BOZEMAN, Mont. — Let it be known, there’s a new queen on the SuperTour. On a sunny morning at Bohart Ranch, Sophie Caldwell (SMS T2) handily won the freestyle sprint from early morning qualifier through to the finish, putting herself on top of the sprint rankings halfway through the Quebec World Cup qualifying period. Sadie Bjornsen (Alaska Pacific University/USST) skated to second place and Caitlin Gregg (Central Cross Country) took third.
“I never know what to expect,” Sophie said after her race. “I was happy with my prelim and just hoped to hang on to the final.”
Her competitors, many of them good friends and former teammates, made up for Caldwell’s modesty in the mixed zone.
“Sophie is just the best. She’s a rock star,” said Annie Hart (Dartmouth), who was fifth.
“To watch Sophie crush it, that was insane,” added Parker Tyler (Univeristy of Utah), who was sixth. “She skis better than anyone in my opinion, she can ride a ski like no one. I’m so stoked for her.”
Caldwell said she simply skied to her strengths over the course of the morning.
“I knew my strength was the sprint finish,” she said. “I wanted to try to hop in behind whoever was leading, stick with them, and save a little energy for the final sprint. And that’s what I did, so it played out well.”
Such a strategy is actually quite cunning, and easier said than done. Bjornsen clearly showed an advantage out of the double pole zone when the final got going and held onto it with the rest of the field breathing down her neck for much of the race.
“I wanted to lead from the start and control it, but there was no controlling it,” Bjorsnen said. “We just went as hard as we could.”
Gregg, who tucked into third behind Caldwell at the start, agreed that the pace was blistering in the final heat. Since she’d led her two preliminary heats outright, Gregg decided to change tack and see whether she could catch a ride by skiing from the middle of the pack.
“Those two girls are tough to sit behind because once they decided to go, they go,” Gregg said. “You can’t sit there and coast on by them and surprise them.”
The start and finish area sat on an elevated plateau, and the course thereafter swung down, up another short hill into the biathlon stadium, and up another sharp climb to the high point before horseshoeing back towards the finish for a total of 1.5 k.

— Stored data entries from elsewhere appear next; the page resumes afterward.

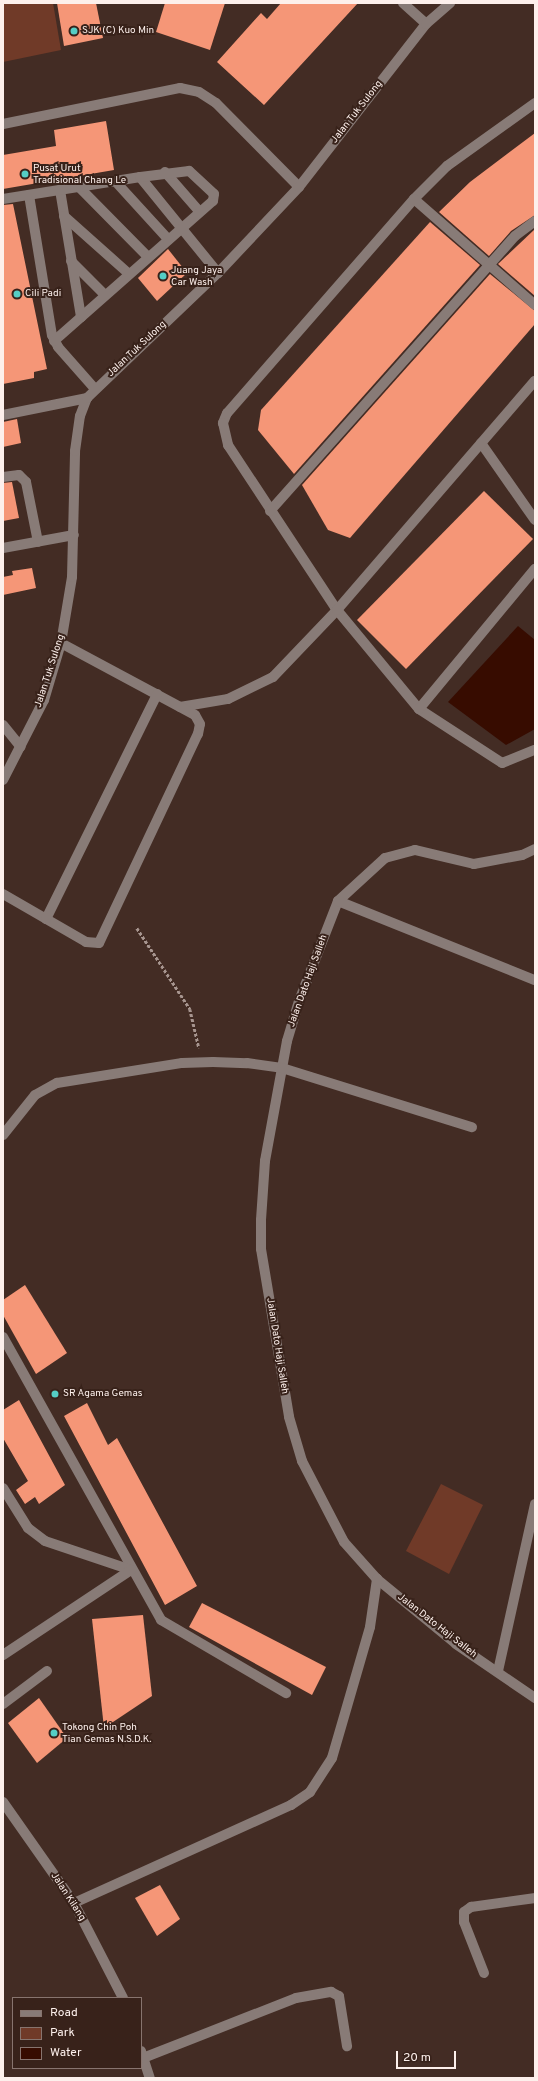 <!DOCTYPE html>
<html>
<head>
<meta charset="utf-8">
<style>
	body { margin:0 }
	#map { position:relative; width:538px; height:2081px; overflow:hidden; background:#432c24; font-family:Overpass,sans-serif }
	div>[style] { position:absolute }
	.green>* { inset:0; background:#703a28 }
	.water>* { inset:0; background:#370c00 }
	.building>* { inset:0; background:#f59677 }
	.path>* { height:2.5px; margin-top:-1.25px; transform-origin:0; background:repeating-linear-gradient(90deg,#a7958f 0 3px,transparent 0 5px) }
	.minor>* { height:10px; margin:-5px; padding:0 5px; transform-origin:5px; border-radius:5px; background:#887b77 }
	.dots>* { width:11px; height:11px; translate:-50% -50%; box-sizing:border-box; border:2px solid #38221a; border-radius:50% }
	span { translate:-50% -50%; white-space:nowrap; text-align:center; line-height:1.15; -webkit-text-stroke:4px #38221a; paint-order:stroke }
	.poi-label { font-size:10px; color:#fdf0ec }
	.left { translate:0 -50%; text-align:left }
	.street-label { font-size:10px; color:#fdf0ec }
	.frame { position:absolute; inset:0; border:4px solid #fdf0ec; pointer-events:none }
	.legend { position:absolute; left:12px; top:1997px; width:130px; height:72px; box-sizing:border-box; background:#38221a; border:1px solid #87746e; margin:0; padding:5px 7px; list-style:none; font-size:12px; color:#fdf0ec }
	.legend li { display:flex; align-items:center; gap:8px; height:20px }
	.legend b { width:20px; border:1px solid #87746e }
	.scale { position:absolute; left:396px; top:2051px; width:60px; height:18px; box-sizing:border-box; border:2px solid #fdf0ec; border-top:0; padding-left:5px; font-size:12px; line-height:14px; white-space:nowrap; color:#fdf0ec; -webkit-text-stroke:3px #38221a; paint-order:stroke }
</style>
</head>
<body>
<div id="map">
	<div class="green">
		<div style="clip-path:polygon(3px 3px,53px 3px,61px 50px,3px 62px)"></div>
		<div style="clip-path:polygon(441px 1484px,483px 1505px,449px 1574px,406px 1551px)"></div>
	</div>
	<div class="water">
		<div style="clip-path:polygon(518px 626px,535px 640px,535px 729px,506px 745px,448px 702px)"></div>
	</div>
	<div class="building">
		<div style="clip-path:polygon(57px 3px,96px 3px,103px 38px,64px 46px)"></div>
		<div style="clip-path:polygon(165px 3px,225px 3px,210px 50px,156px 32px)"></div>
		<div style="clip-path:polygon(281px 3px,358px 3px,264px 105px,217px 62px,261px 13px,267px 19px)"></div>
		<div style="clip-path:polygon(106px 121px,114px 170px,3px 189px,3px 155px,56px 146px,54px 130px)"></div>
		<div style="clip-path:polygon(535px 133px,535px 215px,511px 231px,489px 256px,439px 212px,470px 182px)"></div>
		<div style="clip-path:polygon(13px 204px,47px 369px,34px 372px,34px 378px,3px 384px,3px 205px)"></div>
		<div style="clip-path:polygon(430px 222px,480px 265px,294px 474px,258px 430px,261px 410px)"></div>
		<div style="clip-path:polygon(535px 229px,535px 296px,498px 264px)"></div>
		<div style="clip-path:polygon(168px 249px,187px 273px,157px 301px,138px 278px)"></div>
		<div style="clip-path:polygon(490px 274px,535px 311px,535px 324px,350px 538px,328px 530px,302px 485px)"></div>
		<div style="clip-path:polygon(17px 419px,21px 443px,3px 447px,3px 422px)"></div>
		<div style="clip-path:polygon(12px 482px,19px 518px,3px 521px,3px 483px)"></div>
		<div style="clip-path:polygon(484px 491px,533px 539px,406px 669px,357px 620px)"></div>
		<div style="clip-path:polygon(32px 568px,36px 588px,3px 595px,3px 577px,13px 575px,12px 571px)"></div>
		<div style="clip-path:polygon(25px 1285px,67px 1353px,36px 1374px,3px 1315px,3px 1300px)"></div>
		<div style="clip-path:polygon(19px 1400px,65px 1485px,39px 1504px,35px 1497px,25px 1504px,16px 1490px,28px 1481px,3px 1438px,3px 1410px)"></div>
		<div style="clip-path:polygon(87px 1403px,108px 1445px,117px 1438px,197px 1586px,165px 1605px,64px 1416px)"></div>
		<div style="clip-path:polygon(202px 1603px,326px 1667px,312px 1695px,189px 1627px)"></div>
		<div style="clip-path:polygon(143px 1615px,152px 1696px,104px 1728px,92px 1619px)"></div>
		<div style="clip-path:polygon(39px 1698px,67px 1738px,37px 1763px,8px 1723px)"></div>
		<div style="clip-path:polygon(160px 1885px,180px 1919px,157px 1936px,135px 1898px)"></div>
	</div>
	<div class="path">
		<div style="left:137px;top:928px;width:97px;rotate:56.8deg"></div>
		<div style="left:190px;top:1009px;width:40px;rotate:77deg"></div>
	</div>
	<div class="minor">
		<div style="left:403px;top:3px;width:31px;rotate:42deg"></div>
		<div style="left:535px;top:103px;width:108px;rotate:144.4deg"></div>
		<div style="left:447px;top:166px;width:47px;rotate:135deg"></div>
		<div style="left:414px;top:199px;width:284px;rotate:131.1deg"></div>
		<div style="left:227px;top:413px;width:11px;rotate:112deg"></div>
		<div style="left:223px;top:423px;width:23px;rotate:77deg"></div>
		<div style="left:228px;top:445px;width:198px;rotate:56.6deg"></div>
		<div style="left:337px;top:610px;width:129px;rotate:50.4deg"></div>
		<div style="left:419px;top:709px;width:99px;rotate:33deg"></div>
		<div style="left:502px;top:763px;width:35px;rotate:-22deg"></div>
		<div style="left:3px;top:124px;width:181px;rotate:-11.5deg"></div>
		<div style="left:180px;top:88px;width:19px;rotate:12deg"></div>
		<div style="left:199px;top:92px;width:20px;rotate:33deg"></div>
		<div style="left:216px;top:103px;width:118px;rotate:45.3deg"></div>
		<div style="left:165px;top:172px;width:52px;rotate:48.9deg"></div>
		<div style="left:115px;top:181px;width:79px;rotate:47.6deg"></div>
		<div style="left:79px;top:187px;width:98px;rotate:45.4deg"></div>
		<div style="left:60px;top:190px;width:129px;rotate:80.6deg"></div>
		<div style="left:29px;top:195px;width:142px;rotate:80.7deg"></div>
		<div style="left:52px;top:335px;width:13px;rotate:63deg"></div>
		<div style="left:58px;top:347px;width:56px;rotate:48.6deg"></div>
		<div style="left:3px;top:199px;width:139px;rotate:-9.1deg"></div>
		<div style="left:140px;top:177px;width:124px;rotate:50.9deg"></div>
		<div style="left:414px;top:199px;width:161px;rotate:41.2deg"></div>
		<div style="left:64px;top:216px;width:87px;rotate:41.7deg"></div>
		<div style="left:71px;top:261px;width:48px;rotate:45deg"></div>
		<div style="left:54px;top:341px;width:212px;rotate:-41.4deg"></div>
		<div style="left:213px;top:201px;width:7px;rotate:-82deg"></div>
		<div style="left:214px;top:194px;width:34px;rotate:-137deg"></div>
		<div style="left:189px;top:171px;width:49px;rotate:173deg"></div>
		<div style="left:3px;top:415px;width:86px;rotate:-11.4deg"></div>
		<div style="left:481px;top:443px;width:94px;rotate:55deg"></div>
		<div style="left:3px;top:477px;width:16px;rotate:-7deg"></div>
		<div style="left:19px;top:475px;width:10px;rotate:45deg"></div>
		<div style="left:26px;top:482px;width:61px;rotate:78.7deg"></div>
		<div style="left:270px;top:511px;width:368px;rotate:-48.3deg"></div>
		<div style="left:515px;top:236px;width:25px;rotate:-37deg"></div>
		<div style="left:3px;top:548px;width:72px;rotate:-10.4deg"></div>
		<div style="left:180px;top:707px;width:49px;rotate:-9.5deg"></div>
		<div style="left:228px;top:699px;width:50px;rotate:-26.1deg"></div>
		<div style="left:273px;top:677px;width:93px;rotate:-46.3deg"></div>
		<div style="left:337px;top:610px;width:303px;rotate:-49.2deg"></div>
		<div style="left:419px;top:709px;width:182px;rotate:-50.4deg"></div>
		<div style="left:3px;top:725px;width:28px;rotate:51deg"></div>
		<div style="left:3px;top:780px;width:90px;rotate:-62.9deg"></div>
		<div style="left:44px;top:700px;width:59px;rotate:-73.4deg"></div>
		<div style="left:61px;top:643px;width:67px;rotate:-80.5deg"></div>
		<div style="left:72px;top:577px;width:126px;rotate:-88.6deg"></div>
		<div style="left:75px;top:451px;width:35px;rotate:-82deg"></div>
		<div style="left:80px;top:416px;width:19px;rotate:-69deg"></div>
		<div style="left:87px;top:398px;width:181px;rotate:-43.7deg"></div>
		<div style="left:218px;top:273px;width:118px;rotate:-46.7deg"></div>
		<div style="left:299px;top:187px;width:207px;rotate:-52.1deg"></div>
		<div style="left:426px;top:24px;width:32px;rotate:-41deg"></div>
		<div style="left:535px;top:849px;width:14px;rotate:155deg"></div>
		<div style="left:522px;top:855px;width:49px;rotate:169.4deg"></div>
		<div style="left:474px;top:864px;width:61px;rotate:-166.7deg"></div>
		<div style="left:415px;top:850px;width:31px;rotate:165deg"></div>
		<div style="left:385px;top:858px;width:64px;rotate:137.5deg"></div>
		<div style="left:338px;top:901px;width:107px;rotate:111.3deg"></div>
		<div style="left:299px;top:1001px;width:42px;rotate:106.7deg"></div>
		<div style="left:287px;top:1041px;width:122px;rotate:100.4deg"></div>
		<div style="left:265px;top:1161px;width:59px;rotate:93.9deg"></div>
		<div style="left:261px;top:1220px;width:29px;rotate:90deg"></div>
		<div style="left:261px;top:1249px;width:170px;rotate:80.5deg"></div>
		<div style="left:289px;top:1417px;width:46px;rotate:73.5deg"></div>
		<div style="left:302px;top:1461px;width:91px;rotate:62.6deg"></div>
		<div style="left:344px;top:1542px;width:50px;rotate:48.3deg"></div>
		<div style="left:377px;top:1579px;width:102px;rotate:39.4deg"></div>
		<div style="left:456px;top:1644px;width:96px;rotate:34.4deg"></div>
		<div style="left:3px;top:894px;width:96px;rotate:30deg"></div>
		<div style="left:86px;top:942px;width:13px;rotate:4deg"></div>
		<div style="left:99px;top:943px;width:231px;rotate:-64.7deg"></div>
		<div style="left:198px;top:734px;width:10px;rotate:-79deg"></div>
		<div style="left:200px;top:724px;width:10px;rotate:-119deg"></div>
		<div style="left:195px;top:715px;width:152px;rotate:-151.8deg"></div>
		<div style="left:338px;top:901px;width:212px;rotate:21.9deg"></div>
		<div style="left:46px;top:919px;width:251px;rotate:-63.7deg"></div>
		<div style="left:3px;top:1135px;width:51px;rotate:-51.3deg"></div>
		<div style="left:35px;top:1095px;width:25px;rotate:-29deg"></div>
		<div style="left:57px;top:1083px;width:127px;rotate:-9.1deg"></div>
		<div style="left:182px;top:1063px;width:31px;rotate:-2deg"></div>
		<div style="left:213px;top:1062px;width:34px;rotate:2deg"></div>
		<div style="left:247px;top:1063px;width:35px;rotate:8deg"></div>
		<div style="left:282px;top:1068px;width:199px;rotate:17.3deg"></div>
		<div style="left:3px;top:1337px;width:324px;rotate:60.8deg"></div>
		<div style="left:161px;top:1620px;width:145px;rotate:30.3deg"></div>
		<div style="left:3px;top:1488px;width:47px;rotate:58deg"></div>
		<div style="left:28px;top:1528px;width:21px;rotate:37deg"></div>
		<div style="left:45px;top:1541px;width:91px;rotate:18.6deg"></div>
		<div style="left:3px;top:1655px;width:154px;rotate:-33.6deg"></div>
		<div style="left:498px;top:1671px;width:171px;rotate:-77.5deg"></div>
		<div style="left:3px;top:1704px;width:55px;rotate:-36.9deg"></div>
		<div style="left:3px;top:1802px;width:123px;rotate:54.9deg"></div>
		<div style="left:74px;top:1903px;width:107px;rotate:62.7deg"></div>
		<div style="left:74px;top:1903px;width:238px;rotate:-24.3deg"></div>
		<div style="left:291px;top:1805px;width:23px;rotate:-34deg"></div>
		<div style="left:310px;top:1792px;width:40px;rotate:-57.1deg"></div>
		<div style="left:332px;top:1758px;width:136px;rotate:-73.8deg"></div>
		<div style="left:370px;top:1627px;width:49px;rotate:-81.7deg"></div>
		<div style="left:484px;top:1973px;width:55px;rotate:-111.4deg"></div>
		<div style="left:464px;top:1922px;width:10px;rotate:-90deg"></div>
		<div style="left:464px;top:1912px;width:9px;rotate:-36deg"></div>
		<div style="left:471px;top:1907px;width:65px;rotate:-8deg"></div>
		<div style="left:141px;top:2051px;width:28px;rotate:72deg"></div>
		<div style="left:143px;top:2058px;width:164px;rotate:-21.4deg"></div>
		<div style="left:296px;top:1998px;width:36px;rotate:-10deg"></div>
		<div style="left:331px;top:1992px;width:9px;rotate:27deg"></div>
		<div style="left:339px;top:1996px;width:51px;rotate:80.9deg"></div>
	</div>
	<div class="dots">
		<div style="left:74px;top:31px;background:#55cec5"></div>
		<div style="left:25px;top:174px;background:#55cec5"></div>
		<div style="left:163px;top:276px;background:#55cec5"></div>
		<div style="left:17px;top:294px;background:#55cec5"></div>
		<div style="left:55px;top:1394px;background:#55cec5"></div>
		<div style="left:54px;top:1733px;background:#55cec5"></div>
	</div>
	<div class="poi-label">
		<span class="left" style="left:82px;top:31px">SJK (C) Kuo Min</span>
		<span class="left" style="left:33px;top:174px">Pusat Urut<br>Tradisional Chang Le</span>
		<span class="left" style="left:171px;top:276px">Juang Jaya<br>Car Wash</span>
		<span class="left" style="left:25px;top:294px">Cili Padi</span>
		<span class="left" style="left:63px;top:1394px">SR Agama Gemas</span>
		<span class="left" style="left:62px;top:1733px">Tokong Chin Poh<br>Tian Gemas N.S.D.K.</span>
	</div>
	<div class="street-label">
		<span style="left:357px;top:112px;rotate:-52deg">Jalan Tuk Sulong</span>
		<span style="left:137px;top:349px;rotate:-43deg">Jalan Tuk Sulong</span>
		<span style="left:50px;top:671px;rotate:-72deg">Jalan Tuk Sulong</span>
		<span style="left:308px;top:981px;rotate:-70deg">Jalan Dato Haji Salleh</span>
		<span style="left:277px;top:1346px;rotate:81deg">Jalan Dato Haji Salleh</span>
		<span style="left:437px;top:1626px;rotate:38deg">Jalan Dato Haji Salleh</span>
		<span style="left:68px;top:1897px;rotate:57deg">Jalan Kilang</span>
	</div>
	<div class="frame"></div>
	<ul class="legend">
	<li><b style="height:5px;background:#887b77"></b>Road</li>
	<li><b style="height:11px;background:#703a28"></b>Park</li>
	<li><b style="height:11px;background:#370c00"></b>Water</li>
	</ul>
	<div class="scale">20 m</div>
</div>
</body>
</html>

By the time the field reached the final turn, Caldwell moved to the outside and around Bjornsen, and from there the race was nearly decided. By the time Caldwell, Bjornsen and Gregg reached the last stretch, Caldwell had built a comfortable gap.
“I think that she probably skied a tactically better race, and Sophie’s known for that,” Bjornsen said, but concluded that she was happy with how the day went for her since it gave her a chance to practice sprinting before heading back to the World Cup circuit with the U.S. Ski Team.

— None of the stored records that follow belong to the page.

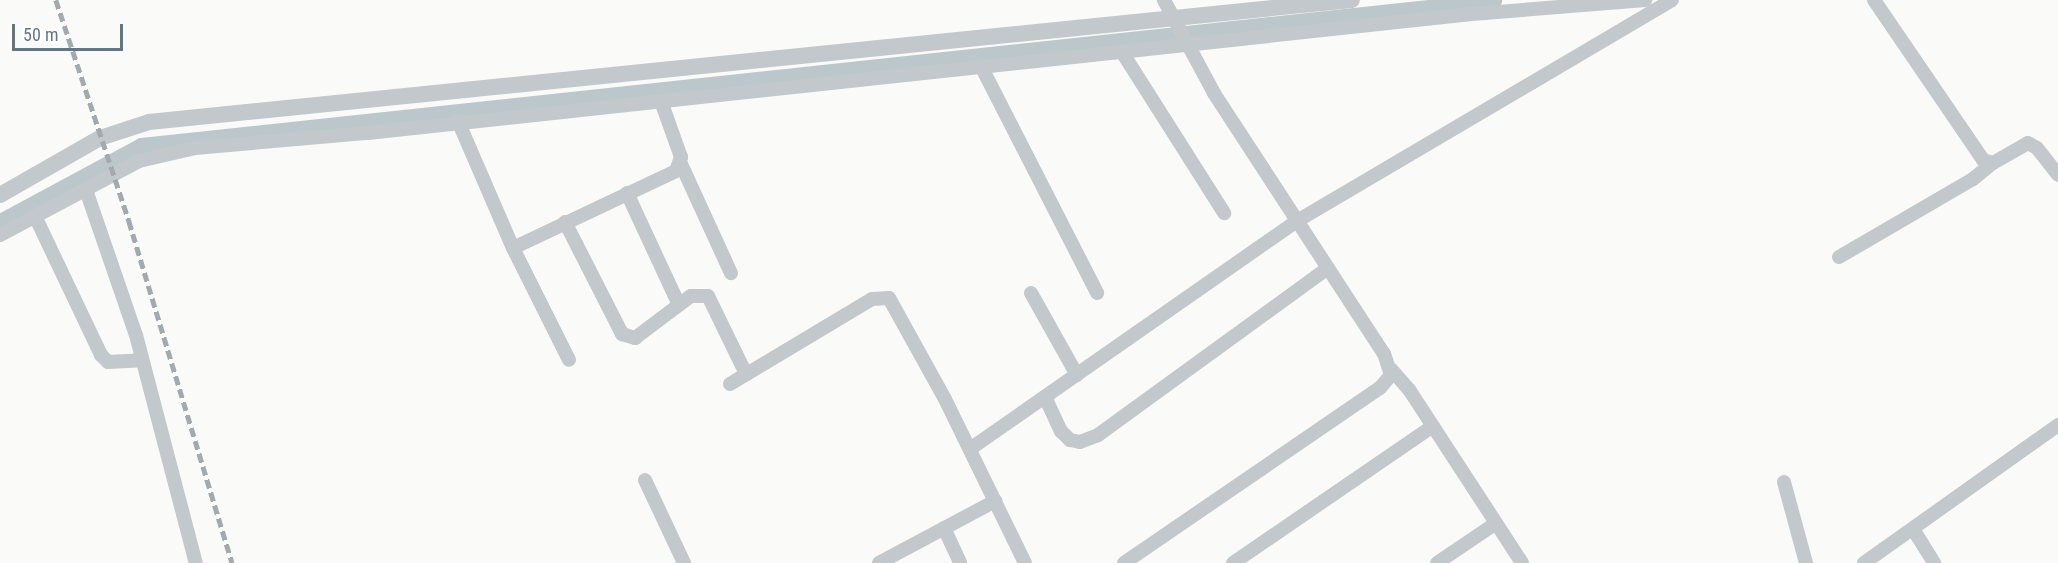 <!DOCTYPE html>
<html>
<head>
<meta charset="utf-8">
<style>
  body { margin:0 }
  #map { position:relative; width:2058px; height:563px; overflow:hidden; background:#fafaf8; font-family:"Roboto Condensed",sans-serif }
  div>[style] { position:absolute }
  .canal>* { height:15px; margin:-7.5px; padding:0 7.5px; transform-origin:7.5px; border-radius:7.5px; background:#bbc7cb }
  .minor>* { height:14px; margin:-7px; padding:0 7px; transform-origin:7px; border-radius:7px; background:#c3c8cc }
  .tertiary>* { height:16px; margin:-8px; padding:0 8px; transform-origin:8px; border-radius:8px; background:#c3c8cc }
  .rail>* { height:4.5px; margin-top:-2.25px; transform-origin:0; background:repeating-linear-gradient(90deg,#a2aab0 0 9px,transparent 0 13.5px) }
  span { translate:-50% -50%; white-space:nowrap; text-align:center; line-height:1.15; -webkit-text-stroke:6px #fff; paint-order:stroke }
  .scale { position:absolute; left:12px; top:24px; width:111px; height:27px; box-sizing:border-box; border:3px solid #657683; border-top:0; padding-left:8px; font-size:18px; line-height:21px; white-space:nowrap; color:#657683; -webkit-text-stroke:4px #fff; paint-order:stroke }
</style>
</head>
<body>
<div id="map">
  <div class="canal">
    <i style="left:0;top:221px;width:160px;rotate:-28.3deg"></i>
    <i style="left:141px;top:145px;width:1361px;rotate:-6.12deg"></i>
  </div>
  <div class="minor">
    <i style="left:1874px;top:0;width:194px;rotate:55.7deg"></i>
    <i style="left:1983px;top:160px;width:10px;rotate:17deg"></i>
    <i style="left:1993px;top:163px;width:40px;rotate:-29.7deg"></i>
    <i style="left:2028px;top:143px;width:10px;rotate:29deg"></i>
    <i style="left:2037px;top:148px;width:34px;rotate:52deg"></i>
    <i style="left:1122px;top:52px;width:191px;rotate:57.6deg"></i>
    <i style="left:981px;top:66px;width:255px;rotate:62.9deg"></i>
    <i style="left:458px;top:121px;width:138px;rotate:66.6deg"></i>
    <i style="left:513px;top:248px;width:125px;rotate:63.4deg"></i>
    <i style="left:681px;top:164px;width:120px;rotate:65.4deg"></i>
    <i style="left:86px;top:190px;width:153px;rotate:71deg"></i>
    <i style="left:136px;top:335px;width:236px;rotate:75.3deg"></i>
    <i style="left:627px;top:193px;width:123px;rotate:65.1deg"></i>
    <i style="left:35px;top:216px;width:154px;rotate:64.6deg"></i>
    <i style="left:101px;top:355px;width:10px;rotate:45deg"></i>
    <i style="left:108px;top:362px;width:34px;rotate:-3deg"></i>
    <i style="left:565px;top:222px;width:126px;rotate:63deg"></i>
    <i style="left:622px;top:334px;width:14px;rotate:17deg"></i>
    <i style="left:635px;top:338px;width:70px;rotate:-36.9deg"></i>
    <i style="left:691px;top:296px;width:17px"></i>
    <i style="left:708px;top:296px;width:87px;rotate:64deg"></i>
    <i style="left:0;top:235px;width:157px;rotate:-28deg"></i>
    <i style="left:139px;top:161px;width:57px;rotate:-13.1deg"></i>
    <i style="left:195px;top:148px;width:174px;rotate:-5deg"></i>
    <i style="left:368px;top:133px;width:1110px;rotate:-6.15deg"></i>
    <i style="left:1472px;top:14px;width:174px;rotate:-4.6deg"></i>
    <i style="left:513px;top:248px;width:180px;rotate:-25.3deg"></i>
    <i style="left:676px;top:171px;width:15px;rotate:-70deg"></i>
    <i style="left:681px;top:157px;width:59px;rotate:-109.7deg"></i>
    <i style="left:1839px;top:257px;width:155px;rotate:-30.2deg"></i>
    <i style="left:1973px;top:179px;width:26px;rotate:-39deg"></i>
    <i style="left:1031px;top:293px;width:94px;rotate:60.7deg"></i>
    <i style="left:1391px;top:369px;width:29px;rotate:49deg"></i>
    <i style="left:1410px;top:391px;width:205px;rotate:56.9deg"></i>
    <i style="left:730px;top:384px;width:165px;rotate:-30.9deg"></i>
    <i style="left:872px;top:299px;width:17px;rotate:-3deg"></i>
    <i style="left:889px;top:298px;width:115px;rotate:61deg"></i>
    <i style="left:945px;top:399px;width:182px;rotate:64deg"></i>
    <i style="left:1045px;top:397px;width:38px;rotate:65deg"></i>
    <i style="left:1061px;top:431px;width:13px;rotate:45deg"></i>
    <i style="left:1070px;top:440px;width:10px;rotate:11deg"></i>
    <i style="left:1080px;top:442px;width:19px;rotate:-21deg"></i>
    <i style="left:1098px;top:435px;width:284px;rotate:-36deg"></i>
    <i style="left:970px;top:449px;width:399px;rotate:-34.9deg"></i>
    <i style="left:1297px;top:221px;width:435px;rotate:-30.5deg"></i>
    <i style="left:645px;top:480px;width:92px;rotate:64.8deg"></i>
    <i style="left:1784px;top:482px;width:84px;rotate:74.8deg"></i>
    <i style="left:944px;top:528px;width:38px;rotate:65deg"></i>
    <i style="left:1913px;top:529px;width:40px;rotate:58deg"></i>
    <i style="left:879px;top:563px;width:132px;rotate:-28.1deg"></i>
    <i style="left:1124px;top:563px;width:310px;rotate:-34.4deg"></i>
    <i style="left:1380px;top:388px;width:17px;rotate:-50deg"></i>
    <i style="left:1391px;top:375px;width:22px;rotate:-108deg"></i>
    <i style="left:1384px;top:354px;width:311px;rotate:-123.1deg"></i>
    <i style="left:1214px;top:93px;width:106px;rotate:-118.3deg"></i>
    <i style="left:1233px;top:563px;width:242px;rotate:-34.4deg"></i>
    <i style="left:1437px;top:563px;width:71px;rotate:-34.1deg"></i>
    <i style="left:1864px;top:563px;width:238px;rotate:-35.4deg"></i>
  </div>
  <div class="tertiary">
    <i style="left:0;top:195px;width:115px;rotate:-29.7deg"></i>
    <i style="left:100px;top:138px;width:52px;rotate:-18.1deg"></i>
    <i style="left:149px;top:122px;width:1209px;rotate:-5.79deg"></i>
  </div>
  <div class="rail">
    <i style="left:56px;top:0;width:233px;rotate:71.7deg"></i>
    <i style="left:129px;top:221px;width:357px;rotate:73.2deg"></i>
  </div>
  <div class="scale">50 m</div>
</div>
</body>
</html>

“Last year I didn’t really ski heats because I only made it in once on the World Cup, so it’s fun to go back and remember how to ski a bunch of hard times again and again,” she said.
Some distance separated the podium from the rest of the field. Caitlin Patterson (Craftsbury Green Racing Project) finished by herself in fourth after starting in the seventeenth qualifying spot. The Alaska native was happy with the effort and grateful for the chance to finally ski rounds.
“It was a fun day, and it was really fun to do the sprint heats,” she said.
At the back of the pack, two college skiers duked it out to finish the best sprint races of their lives; Hart and Tyler finished fifth and sixth. Hart had never made it as far a the final before, and Tyler hadn’t even contested a sprint since 2009 at the Junior Olympics.
“It was all my favorite people, minus some, at the start,” Hart said. “It was just good vibes, I was really happy, and I think the happier we are the faster we ski.”
Tyler appeared slightly shocked several minutes after the finish. “It was pretty much amazing,” she said. “I was not expecting that at all. I had a blast.”
Given the above-freezing conditions on Wednesday night and Thursday morning, it’s a marvel that the races could even take place. Gregg thanked the organizers for pulling off the feat with less that a week’s advance notice that Bohart would host the sprints that West Yellowstone couldn’t.
“The snow is obviously not abundant, but I thought the courses were totally fair and totally fun,” Gregg said.